Your task is to copy each line of the material that includes "interface".

BEGIN Material for the task

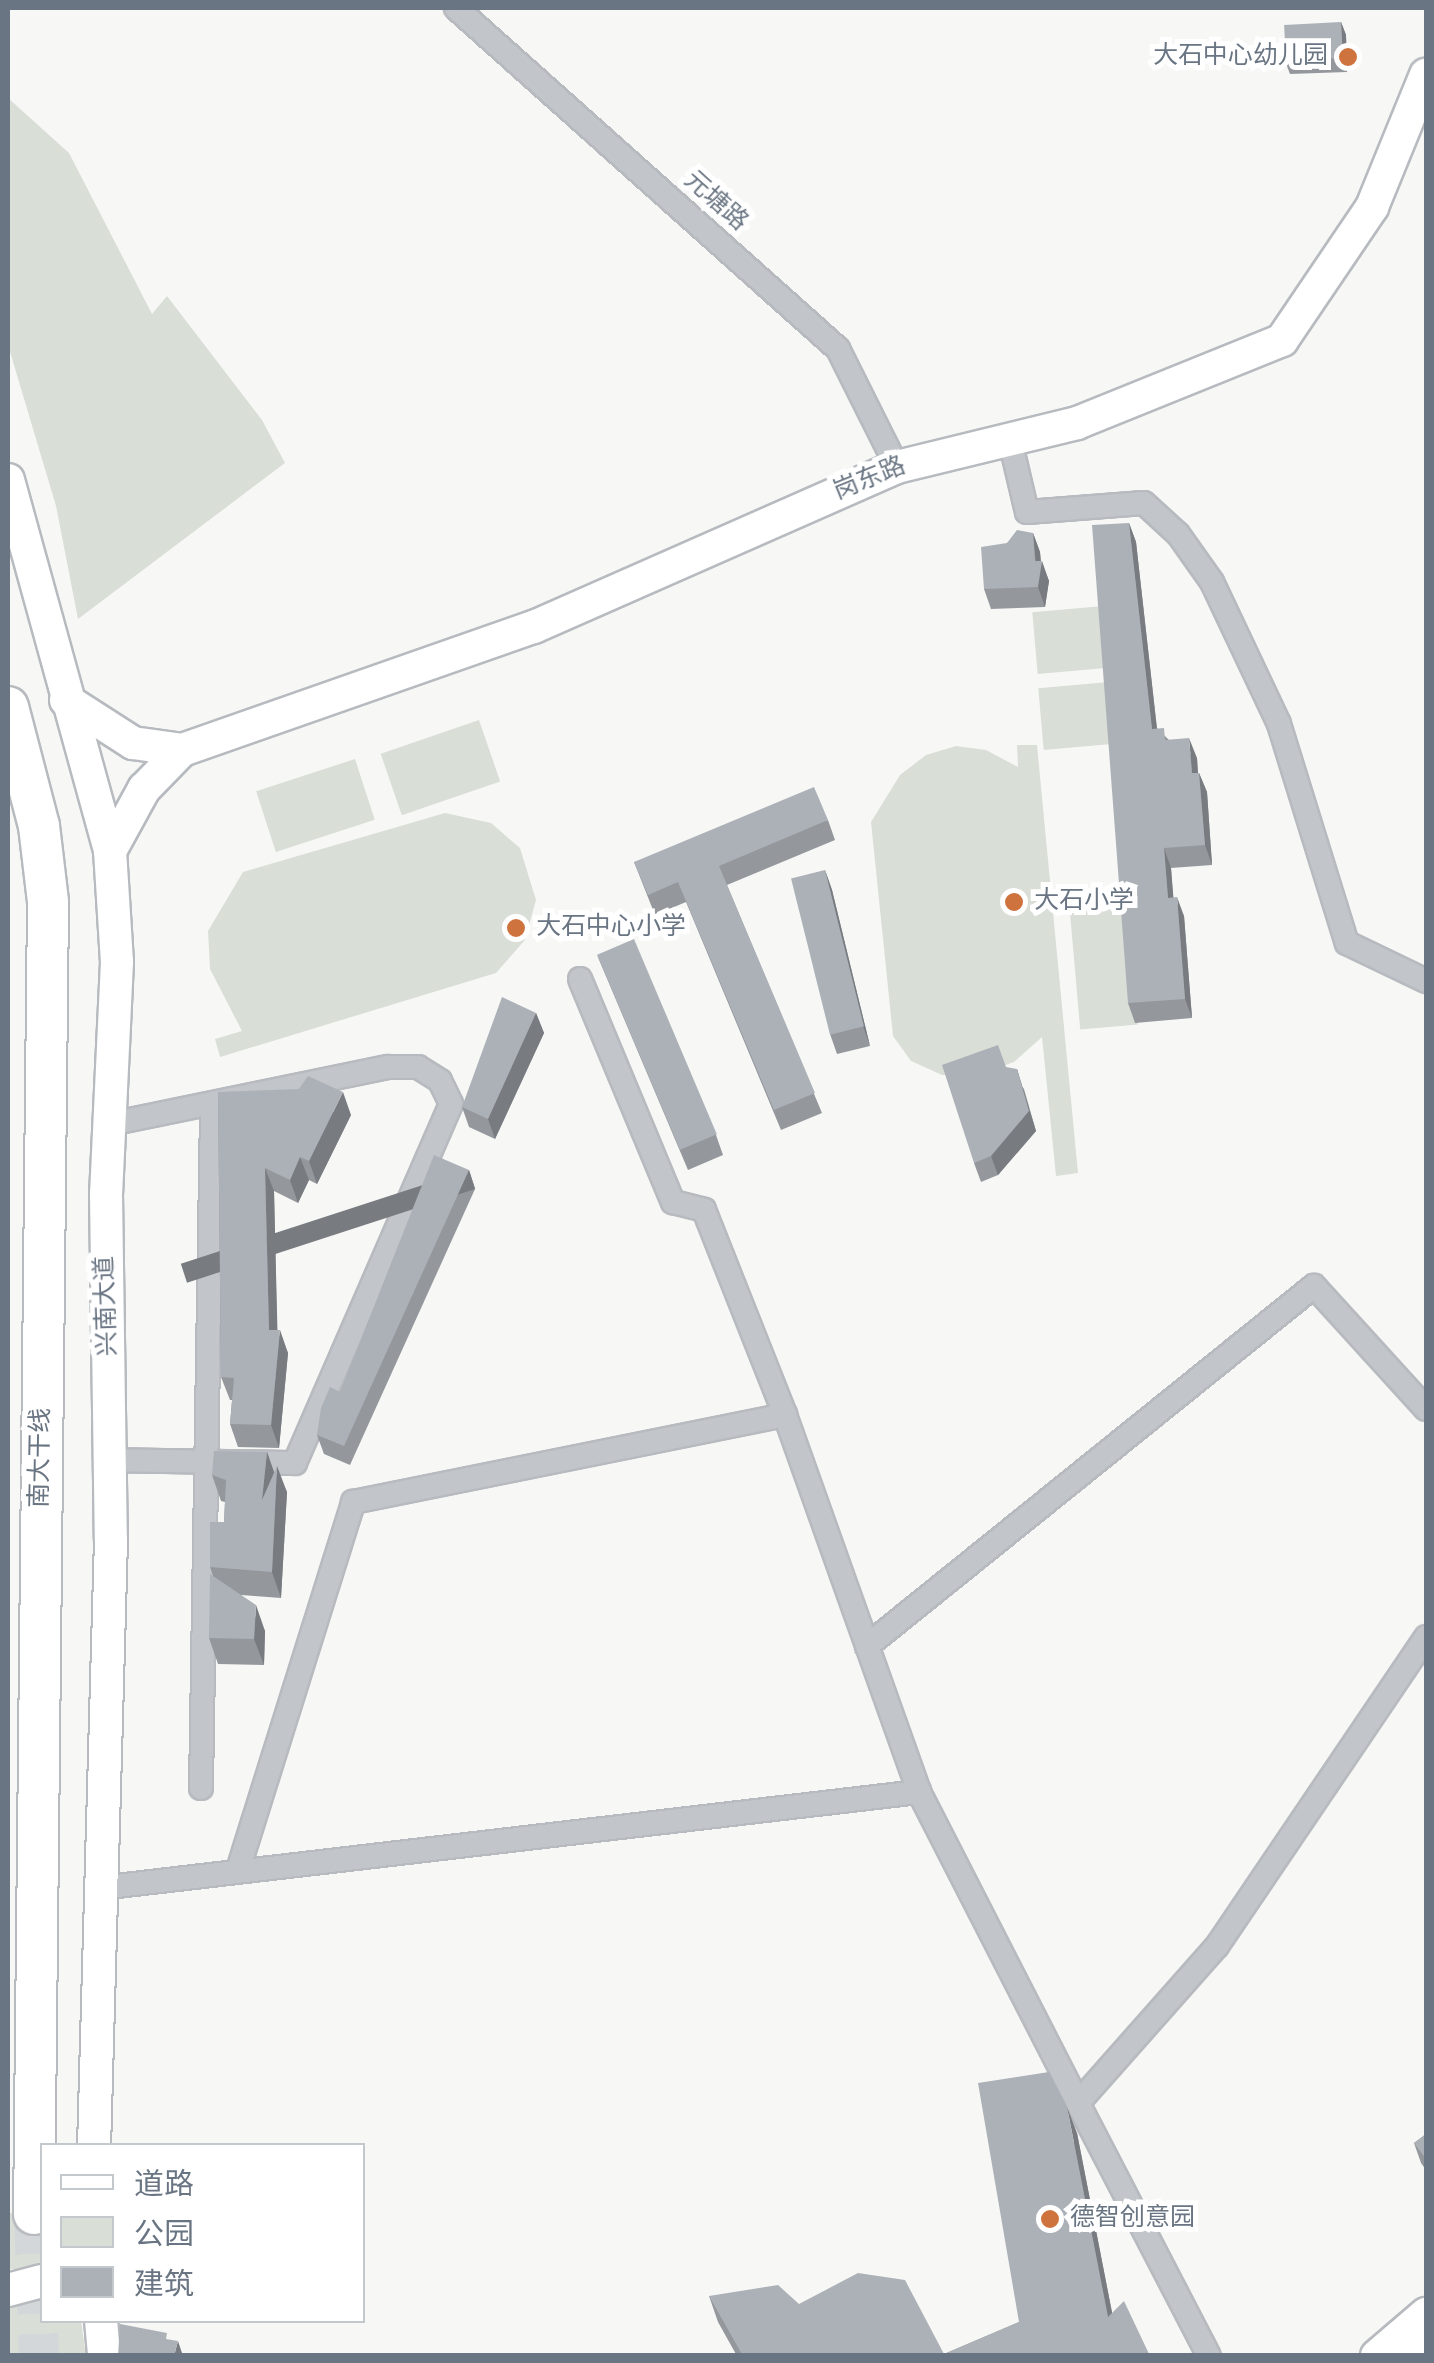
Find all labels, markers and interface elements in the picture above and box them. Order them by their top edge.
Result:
place label: 大石中心幼儿园 [1153,42,1328,72]
marker: 大石中心幼儿园 [1337,46,1359,68]
street label: 元塘路 [677,166,753,238]
street label: 岗东路 [830,452,910,508]
place label: 大石小学 [1034,887,1134,917]
marker: 大石小学 [1003,891,1025,913]
place label: 大石中心小学 [536,913,686,943]
marker: 大石中心小学 [505,917,527,939]
street label: 兴南大道 [91,1256,125,1356]
street label: 南大干线 [26,1408,58,1508]
legend [40,2143,365,2323]
text: 道路 [134,2168,194,2205]
place label: 德智创意园 [1070,2204,1195,2234]
marker: 德智创意园 [1039,2208,1061,2230]
text: 公园 [134,2218,194,2255]
text: 建筑 [134,2268,194,2305]

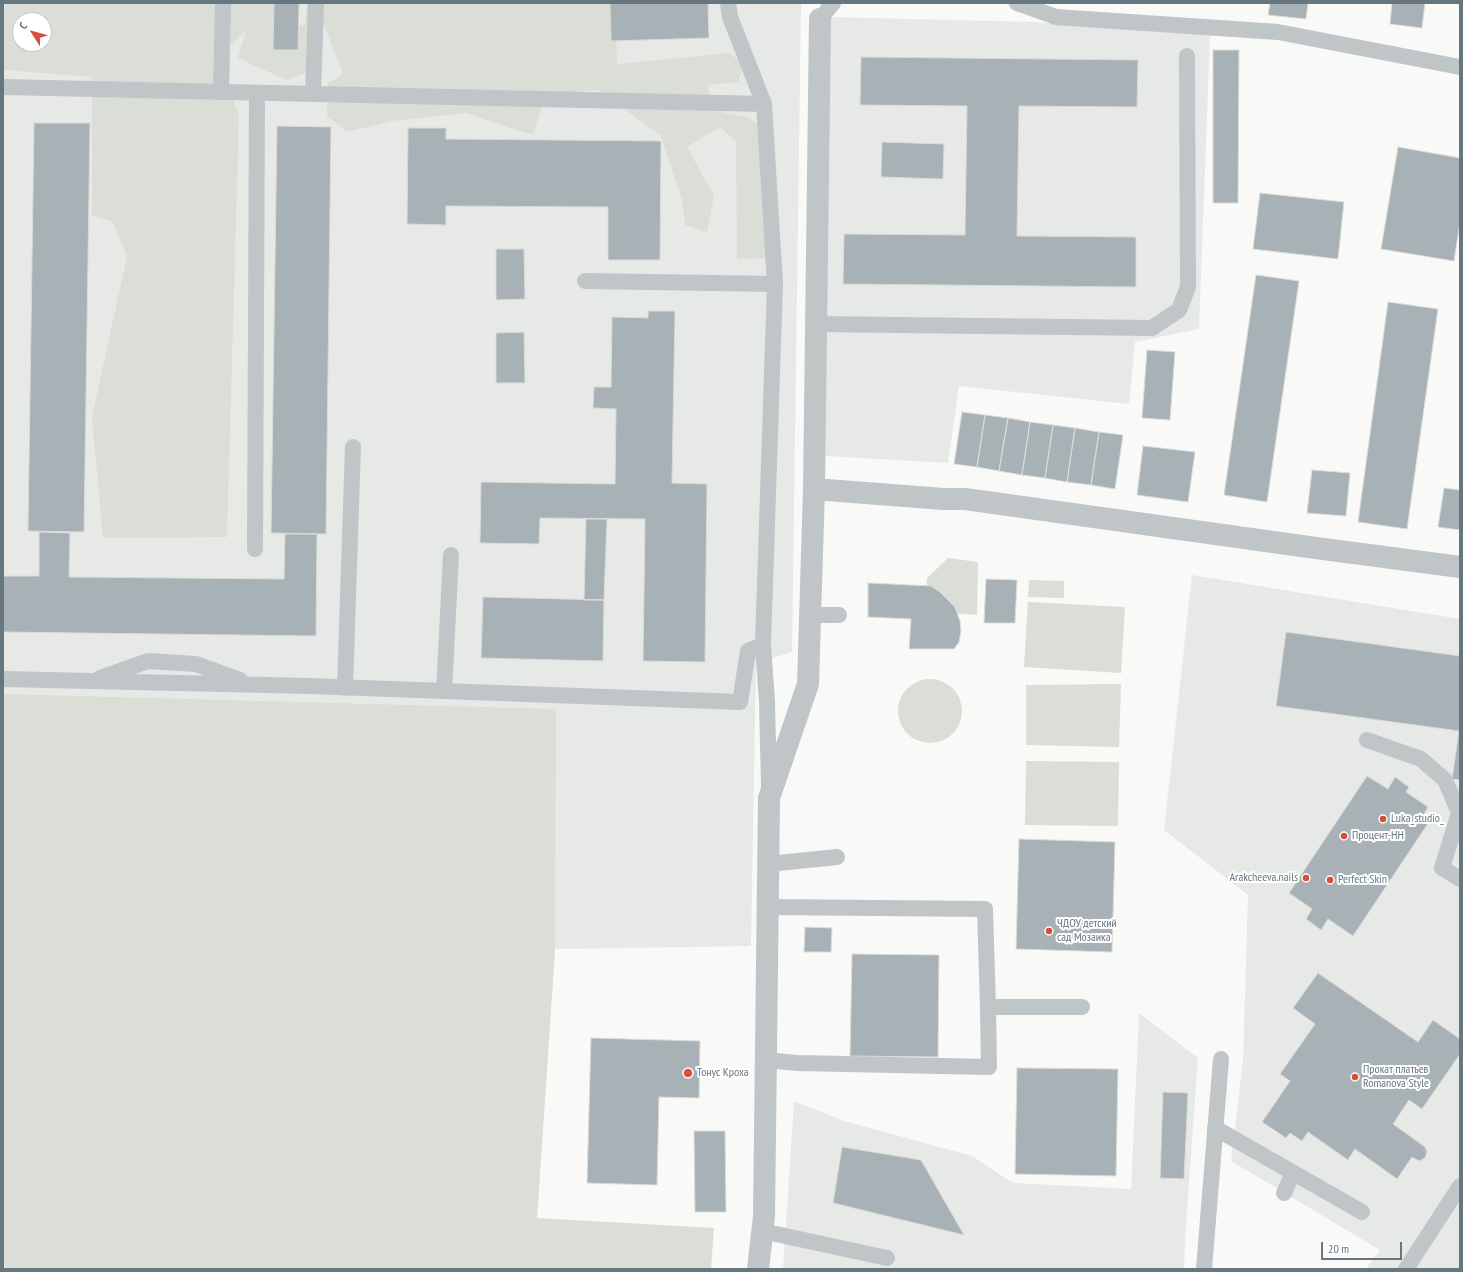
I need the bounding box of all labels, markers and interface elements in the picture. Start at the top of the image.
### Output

END Material for the task

◆ Problem solution:
Find all labels, markers and interface elements in the picture above and box them. Order them by their top edge.
I need the bounding box of all labels, markers and interface elements in the picture. Start at the top of the image.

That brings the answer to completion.